Jesus widerspricht der volkstümlichen Idee, daß jede Art von Unglück: Krankheit, Gewalt, Unfälle, eine Strafe Gottes für Sünden sein müssen. In provozierender Weise gibt er zu verstehen, daß nicht die Tatsache, daß einige gestorben sind, eine Erklärung verlangt, sondern vielmehr die Tatsache, daß viele am Leben geblieben sind, zu verwundern ist.

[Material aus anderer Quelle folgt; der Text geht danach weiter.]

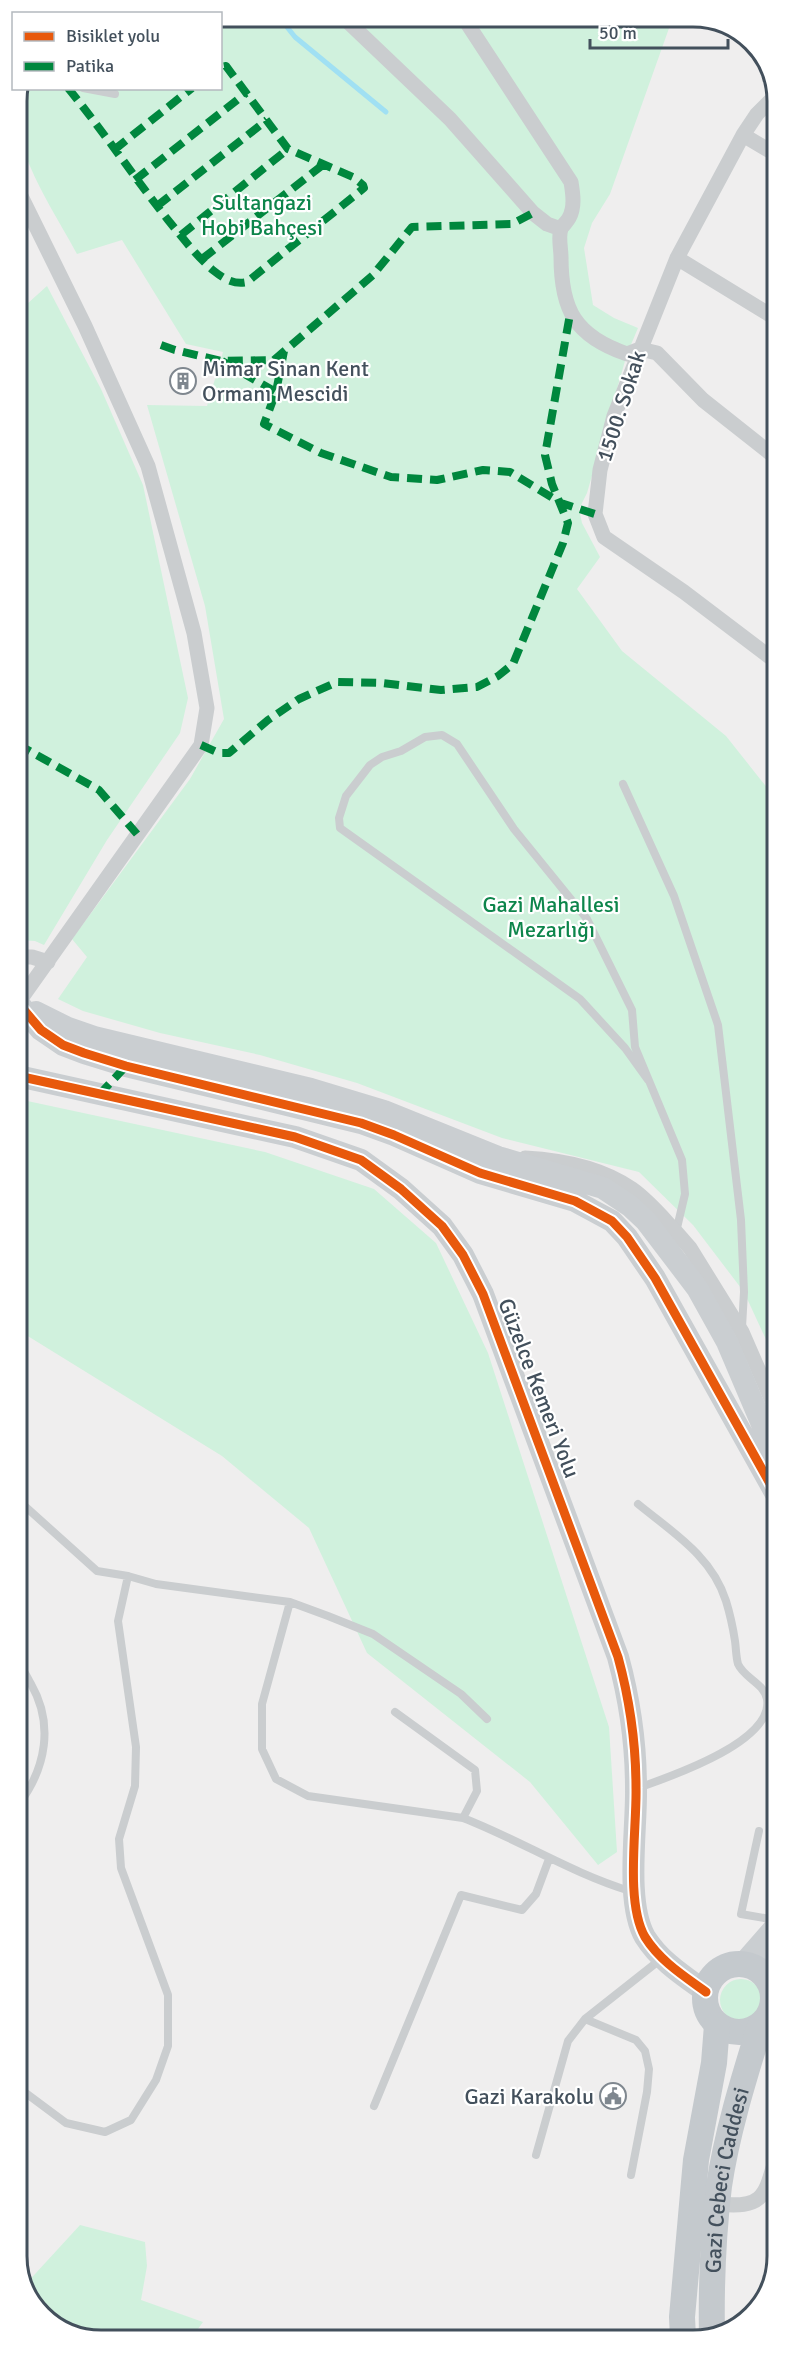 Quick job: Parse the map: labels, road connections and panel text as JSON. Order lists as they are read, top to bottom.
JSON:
{
  "streets": {
    "main road": ["Gazi Cebeci Caddesi"],
    "street": ["1500. Sokak", "Güzelce Kemeri Yolu"]
  },
  "parks": ["Sultangazi Hobi Bahçesi", "Gazi Mahallesi Mezarlığı"],
  "places": {
    "building": ["Mimar Sinan Kent Ormanı Mescidi"],
    "public building": ["Gazi Karakolu"]
  },
  "legend": ["Bisiklet yolu", "Patika"],
  "scale_bar": "50 m"
}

Der Grund ist die Geduld Gottes und die Fürbitte Jesu, wie es das Gleichnis vom Feigenbaum ohne Früchte ausdrückt.

2. meditatio

  • Wenn ich in Augenblicken des Schmerzes Gott frage, warum ich leiden muß, so ist das verständlich, wenn ich aber im allgemeinen von Gott eine Rechtfertigung verlange, warum er Unglücksfälle nicht verhindert, dann habe ich eine falsche Vorstellung von ihm.
  • Wenn ich einer Gefahr entkommen bin, habe ich dann eher den Eindruck, daß dies mein Verdienst ist, oder danke ich eher Gott, daß er mich gerettet hat?
  • Welches sind wohl die „Früchte“, die Gott von mir erwartet?

3. oratio
Gott, Du großes Geheimnis, wir können Dich nicht in eine bestimmte Vorstellung eingrenzen. Es gibt Momente, in denen Du Furcht erregend erscheinst, oder es erscheint uns, daß Du von uns weggegangen bist. Doch Dein Sohn hat uns gesagt, daß Du ein Vater für uns bist und uns liebst. Unser Unverständnis hat seinen Ausgangspunkt oft darin, daß ein langes Leben auf dieser Erde für Dich nicht allzu wichtig zu sein scheint. Es ist kein Zeichen Deiner Gnade. Und umgekehrt ist auch ein früher Tod kein Zeichen Deines Zorns. Wir hingegen kennen nichts anderes als dieses irdische Leben. Wir bitten Dich, stärke unseren Glauben, damit wir nicht in Zweifeln versinken, wenn unser Leben oder das unserer Lieben nicht so verläuft, wie wir es gewünscht hätten. Statt Dir Vorwürfe zu machen, wollen wir lieber fragen, was Du uns mit schmerzvollen Ereignissen sagen willst. Durch das Leiden Deines Sohnes hab Erbarmen mit unseren Unsicherheiten. Amen.

4. contemplatio
Stell dir vor, daß du dieser Obstbaum bist, der bis jetzt nicht Früchte hervorgebracht hat in dem Maß, das Gott von dir erwarten könnte. Verweile eine Zeit bei dieser Vorstellung und denk daran, was der Winzer Jesus Christus für dich getan hat und was er noch tun müßte, damit du ihm mit den guten Werken antwortest, die er von dir wünscht.

5. actio
Denk an eine Tat, von der du glaubst, daß sich Gott darüber freuen würde, wenn du sie tun würdest, und die du oft vernachlässigt hast. Tu jetzt, was du lange Zeit nicht getan hast, als eine Gabe der Dankbarkeit für alles Gute, das du von Gott erhalten hast.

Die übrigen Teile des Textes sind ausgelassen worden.